In situ fenestration of endovascular stent grafts using laser, radiofrequency, and needle has been used for branched vessel revascularization [5,6,7]. Ohki et al. described a positive single-center experience of RIBS that had required zone 0 landing TEVAR [5]. Moreover, previous studies have reported the application of laser [6] and radiofrequency [7] techniques for in situ fenestration. Laser and radiofrequency catheters are more flexible and handle bending better than needle techniques; however, these energy-based devices have unique limitations. Tse et al. [7] reported that radiofrequency puncture of polytetrafluoroethylene was unsuccessful. Moreover, the interaction of laser with polytetrafluoroethylene graft materials may induce the formation of toxic substances [8]. Thus, laser and radiofrequency techniques may limit the types of stent graft compatible with in situ fenestration of endovascular stent grafts. The GORE TAG Thoracic Branch Endoprosthesis (TBE device; W. L. Gore & Associates, Inc., Flagstaff, AZ) is a good alternative [9]. However, branched devices manufactured by this company have limited anatomic variations and are not commercially available everywhere. The RIBS technique, in which the needle is simply bent for reconstruction of the LSCA, is a versatile and favorable alternative to these techniques in terms of graft selection and anatomic variations.

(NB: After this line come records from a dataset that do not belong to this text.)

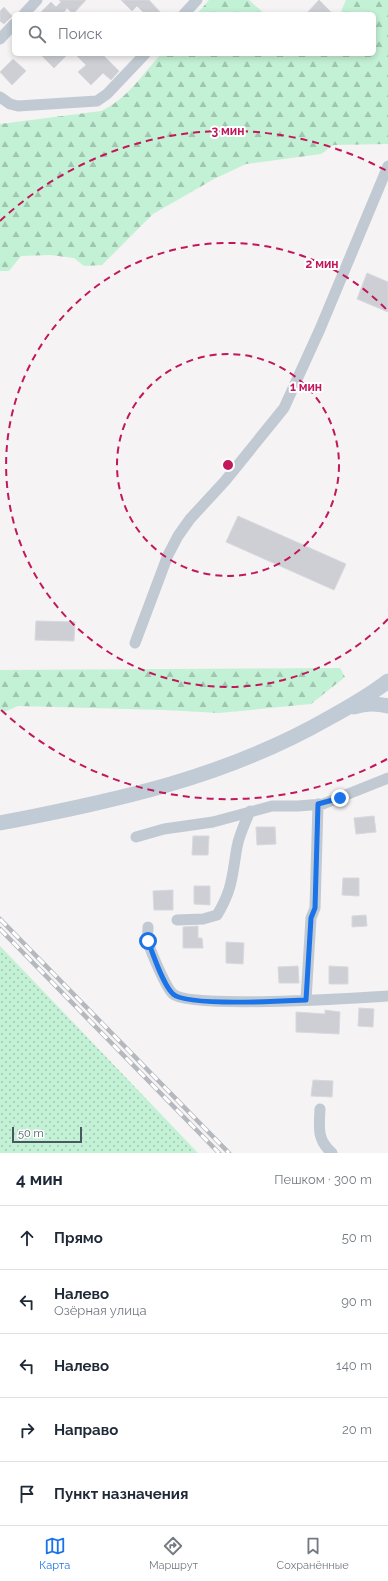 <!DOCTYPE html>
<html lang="ru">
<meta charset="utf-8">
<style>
body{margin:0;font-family:Raleway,sans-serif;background:#f6f6f7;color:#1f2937}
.scale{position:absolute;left:12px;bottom:10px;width:70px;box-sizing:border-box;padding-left:4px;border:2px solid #4a5661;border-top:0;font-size:11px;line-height:14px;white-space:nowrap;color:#4a5661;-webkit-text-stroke:3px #fff;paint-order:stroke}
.stop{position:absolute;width:12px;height:12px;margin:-9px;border:3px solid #1a73e8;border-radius:50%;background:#fff}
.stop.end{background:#1a73e8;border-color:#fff;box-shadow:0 1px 4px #0008}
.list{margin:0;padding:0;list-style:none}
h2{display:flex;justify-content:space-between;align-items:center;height:52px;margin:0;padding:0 16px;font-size:17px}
h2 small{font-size:13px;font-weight:400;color:#747a83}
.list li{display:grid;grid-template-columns:26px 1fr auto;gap:12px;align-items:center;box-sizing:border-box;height:64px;padding:0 16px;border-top:1px solid #e0e1e3}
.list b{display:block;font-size:15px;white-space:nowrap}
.list p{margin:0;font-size:13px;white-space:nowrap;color:#747a83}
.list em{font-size:13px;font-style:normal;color:#747a83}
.icon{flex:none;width:22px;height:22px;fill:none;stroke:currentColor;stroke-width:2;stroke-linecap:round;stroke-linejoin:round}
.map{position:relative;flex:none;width:388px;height:1153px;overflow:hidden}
.search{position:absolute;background:#fff;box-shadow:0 2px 6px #0003;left:12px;right:12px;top:12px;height:44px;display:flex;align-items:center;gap:10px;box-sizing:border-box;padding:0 14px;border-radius:6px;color:#747a83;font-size:15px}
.sheet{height:372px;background:#fff}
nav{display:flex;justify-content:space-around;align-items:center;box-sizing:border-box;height:56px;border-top:1px solid #e0e1e3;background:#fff;font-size:11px;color:#747a83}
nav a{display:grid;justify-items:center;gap:2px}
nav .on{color:#1a73e8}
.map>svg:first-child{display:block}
</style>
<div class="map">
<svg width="388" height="1153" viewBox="0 0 388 1153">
<defs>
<pattern id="grass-dots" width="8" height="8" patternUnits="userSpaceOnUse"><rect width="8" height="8" fill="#c3f1d5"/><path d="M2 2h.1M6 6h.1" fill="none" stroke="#a0c6b0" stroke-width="1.8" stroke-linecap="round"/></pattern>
<pattern id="forest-firs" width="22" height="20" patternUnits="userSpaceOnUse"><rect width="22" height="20" fill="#c3f1d5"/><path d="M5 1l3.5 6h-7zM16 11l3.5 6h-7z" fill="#a0c6b0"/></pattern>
</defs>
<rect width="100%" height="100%" fill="#f5f3f3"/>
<path fill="url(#grass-dots)" d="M0,946L198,1153H0Z"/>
<path fill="url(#forest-firs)" d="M209,0H249L265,14H197Z
M346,0H388V144L333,145L321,154L246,164L214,179L153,214L102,265L84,266L74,258L50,255L21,256L9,271H0V124L101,111C126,100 143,74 161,54H374V14H340Z
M340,668L345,677L311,704L219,713L165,710L18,706L4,712L0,711V670Z"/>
<path fill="#cdcfd5" stroke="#d7d9de" d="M59,0H86L73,14L67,8L63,14H39L51,2L56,7L61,2Z
M121,0H149L162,14H145L137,6L132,11Z
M319,0L333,14H306Z
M4,7L12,16L4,24L0,21V11Z
M40,54H68L54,68Z
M75,54H102L119,71L111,80L103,73L91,85L78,72L86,65Z
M13,59L26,71L12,85L0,72Z
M367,273L388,282V312L357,299Z
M238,516L346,564L334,590L226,542Z
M36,621L75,622L74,641L35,640Z
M374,816L376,832L356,834L354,818Z
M256,827H275L276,844L257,845Z
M193,836H209L208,855H192Z
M343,878H359V896L342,895Z
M194,886H210V905L194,904Z
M173,890V910H154L153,891Z
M366,915L367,926L352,927V916Z
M198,926V938H202L203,948H183V927Z
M226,942L244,943L243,964L226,963Z
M298,966L299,983H279L278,967Z
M329,966L348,967V984H329Z
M359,1008L374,1009L373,1027L358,1026Z
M325,1010L340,1012L339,1034L296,1032V1012L325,1014Z
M313,1080L333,1081L332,1097L311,1096Z"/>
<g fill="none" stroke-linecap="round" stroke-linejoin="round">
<path stroke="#c1cad2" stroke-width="11" d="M24,14L37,0
M184,14L197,0
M0,39L14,24
M0,97L10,104L18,106L97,101L107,94L145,54
M135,643L168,555L178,536L190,519L225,481L284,408L320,329L388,166
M136,837L164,829L213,822L272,806H298L323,804L388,778
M177,920L203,919L217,915C233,889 232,875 237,847C239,835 245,823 250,811
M148,927C148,932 147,937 148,942C151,952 166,988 173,994C190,1009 356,998 388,996
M306,1000L311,918L315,908L318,804
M320,1109C319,1128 317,1140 332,1153"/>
<path stroke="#c1cbd6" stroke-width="15" d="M354,707C365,703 376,703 388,706
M0,823C118,800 224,778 329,718C349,707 370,695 388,681"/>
<g stroke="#b5b8bd" stroke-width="4.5">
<path id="rail" d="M0,919L229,1153
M0,929L219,1153"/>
</g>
<use href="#rail" stroke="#fff" stroke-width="3" stroke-dasharray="9" stroke-linecap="butt"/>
</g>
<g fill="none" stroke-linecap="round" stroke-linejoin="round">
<path stroke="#1a73e8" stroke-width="5" d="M148,941C153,954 163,985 173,994C186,1007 284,1001 306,1000L311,918L315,908L318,804L340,798"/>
</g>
<g fill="none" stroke="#c2185b" stroke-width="2" stroke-dasharray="7 5">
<circle cx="228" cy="465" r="111"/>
<path d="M388 619A222 222 0 1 1 388 311"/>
<path d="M387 759A334 334 0 0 1 0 709M0 221A334 334 0 0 1 387 171"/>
</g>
<circle cx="228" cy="465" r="6" fill="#c2185b" stroke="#fff" stroke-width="2"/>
<g font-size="12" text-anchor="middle" font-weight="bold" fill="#c2185b" stroke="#fff" stroke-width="4" stroke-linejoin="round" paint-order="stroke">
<text x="228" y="135">3 мин</text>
<text x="322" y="268">2 мин</text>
<text x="306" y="391">1 мин</text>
</g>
</svg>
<div class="scale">50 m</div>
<div class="stop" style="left:148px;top:941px"></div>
<div class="stop end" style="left:340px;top:798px"></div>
<div class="search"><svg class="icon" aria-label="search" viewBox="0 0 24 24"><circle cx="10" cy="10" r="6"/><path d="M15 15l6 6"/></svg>Поиск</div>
</div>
<section class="sheet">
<h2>4 мин<small>Пешком · 300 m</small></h2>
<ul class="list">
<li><svg class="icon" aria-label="ahead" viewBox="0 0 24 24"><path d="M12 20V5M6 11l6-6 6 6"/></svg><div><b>Прямо</b></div><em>50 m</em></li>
<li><svg class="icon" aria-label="left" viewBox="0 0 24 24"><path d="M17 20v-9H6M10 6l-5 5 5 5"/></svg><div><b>Налево</b><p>Озёрная улица</p></div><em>90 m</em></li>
<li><svg class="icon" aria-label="left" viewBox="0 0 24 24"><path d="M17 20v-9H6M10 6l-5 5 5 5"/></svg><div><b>Налево</b></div><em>140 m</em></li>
<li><svg class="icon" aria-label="right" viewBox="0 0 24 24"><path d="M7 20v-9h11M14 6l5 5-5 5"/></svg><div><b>Направо</b></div><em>20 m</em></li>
<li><svg class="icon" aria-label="arrive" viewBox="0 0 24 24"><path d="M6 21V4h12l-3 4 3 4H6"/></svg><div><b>Пункт назначения</b></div></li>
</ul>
</section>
<nav>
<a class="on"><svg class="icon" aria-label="map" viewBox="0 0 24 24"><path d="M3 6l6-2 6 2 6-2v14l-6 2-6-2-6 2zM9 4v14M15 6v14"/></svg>Карта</a>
<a><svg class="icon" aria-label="directions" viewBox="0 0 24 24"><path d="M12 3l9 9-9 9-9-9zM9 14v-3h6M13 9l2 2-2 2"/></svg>Маршрут</a>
<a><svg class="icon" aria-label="saved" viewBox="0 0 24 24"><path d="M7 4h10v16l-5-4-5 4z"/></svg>Сохранённые</a>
</nav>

This case revealed the potential of two-stage repair of multiple thoracic aneurysms with right-sided vocal cord morbidity to prevent bilateral vocal cord injury. The use of the RIBS technique facilitated reconstruction of the LSCA by simply bending the needle. With the increase in surgical options to include endovascular and hybrid approaches, surgical procedures for complex aortic diseases should be carefully planned.